Celebrate the stories of our clearest business communicators

Winner: Best Plain English Sentence Transformation 2015

Erinna Gilkison, Statistics NZ

Judge Maryland Spencer with Erinna Gilkison

Name of document

Commuting patterns in greater Christchurch: Trends from the Census of Population and Dwellings 2006 and 2013

Original sentence

In 2006, the Cathedral Square area unit had a density of 11,784 people giving a workplace address per square kilometre, and this fell to 4,285 people giving a workplace address per square kilometre in 2013.

Rewritten sentence

In 2006, the employment density for Cathedral Square was 11,784 people per square kilometre. This fell to 4,285 in 2013.

Judges’ comment

You’ve reduced this sentence from 35 words to 20. Impressive!

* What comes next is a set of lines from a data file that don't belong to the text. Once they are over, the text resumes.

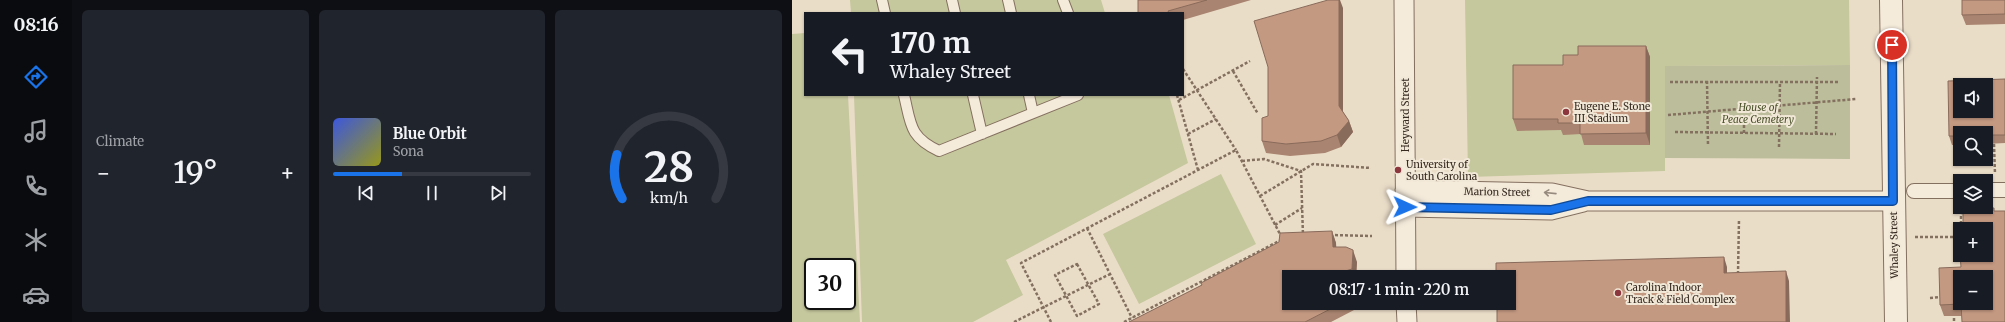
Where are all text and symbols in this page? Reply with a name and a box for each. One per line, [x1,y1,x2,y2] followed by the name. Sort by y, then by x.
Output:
[13,13,59,36] text: 08:16
[890,25,971,61] text: 170 m
[824,28,876,80] icon: left
[1875,28,1909,62] pin
[1881,34,1903,56] icon: arrive
[890,60,1011,83] text: Whaley Street
[22,63,50,91] icon: directions
[1399,78,1412,152] street label: Heyward Street
[1953,78,1993,310] map controls
[1953,78,1993,118] button: sound
[1574,100,1650,125] place label: Eugene E. Stone III Stadium
[1722,101,1794,126] park label: House of Peace Cemetery
[1561,107,1571,117] marker: Eugene E. Stone III Stadium
[22,117,50,145] icon: music
[393,124,467,143] text: Blue Orbit
[1953,126,1993,166] button: search
[96,133,144,150] text: Climate
[644,141,694,193] text: 28
[393,143,424,160] text: Sona
[173,153,217,191] text: 19°
[1406,158,1478,183] place label: University of South Carolina
[96,159,111,187] text: −
[280,159,295,187] text: +
[1393,165,1403,175] marker: University of South Carolina
[22,172,50,200] icon: phone
[1953,174,1993,214] button: layers
[355,182,377,204] icon: previous
[421,182,443,204] icon: pause
[487,182,509,204] icon: next
[1464,185,1530,199] street label: Marion Street
[1384,186,1426,228] position arrow
[650,189,688,207] text: km/h
[1544,189,1557,197] one-way arrow
[1887,211,1901,280] street label: Whaley Street
[1953,222,1993,262] button: +
[22,226,50,254] icon: climate
[804,258,856,310] speed limit sign: 30
[1953,270,1993,310] button: −
[1329,280,1469,299] text: 08:17 · 1 min · 220 m
[22,281,50,309] icon: car
[1626,281,1734,306] place label: Carolina Indoor Track & Field Complex
[1613,288,1623,298] marker: Carolina Indoor Track & Field Complex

The structure of both your revised sentences is strong. Both use strong subjects and active verbs that capture the intended meaning. You’ve used clear, concise vocabulary and removed most jargon. You’ve created a pleasant ‘story’ flavour.

The original was just about understandable, but very complex. The technical qualifiers (‘giving a workplace address per square kilometre’) got in the way of the meaning. You’ve captured the intended meaning much more clearly in the revision. Well done.

Overall, this is an excellent revision. It’s clear, concise and appropriate for the intended audience. It moves from a reporting of statistical data to a sentence that more clearly interprets the data.

Media statement

Statistics New Zealand aims to empower decision-makers by adding value to New Zealand’s most important data. Publishing information in plain English is one way we do this.

Our statistical analysts work with information that can affect all New Zealanders. The importance of this information means our publications must be readable, even if the analysts feel restricted by technical terms or lack of time to translate terms into everyday language.

Our contender for ‘best sentence transformation’ is from a series of reports about changes in commuting patterns. It’s an example of how using the correct technical terms from a survey can get in the way of a reader’s understanding. However, when editors and analysts work together we can transform complex information into writing that is both technically accurate, and understood by its target audience.

It’s great to have our efforts recognised, and to be part of an organisation that understands the value of plain language.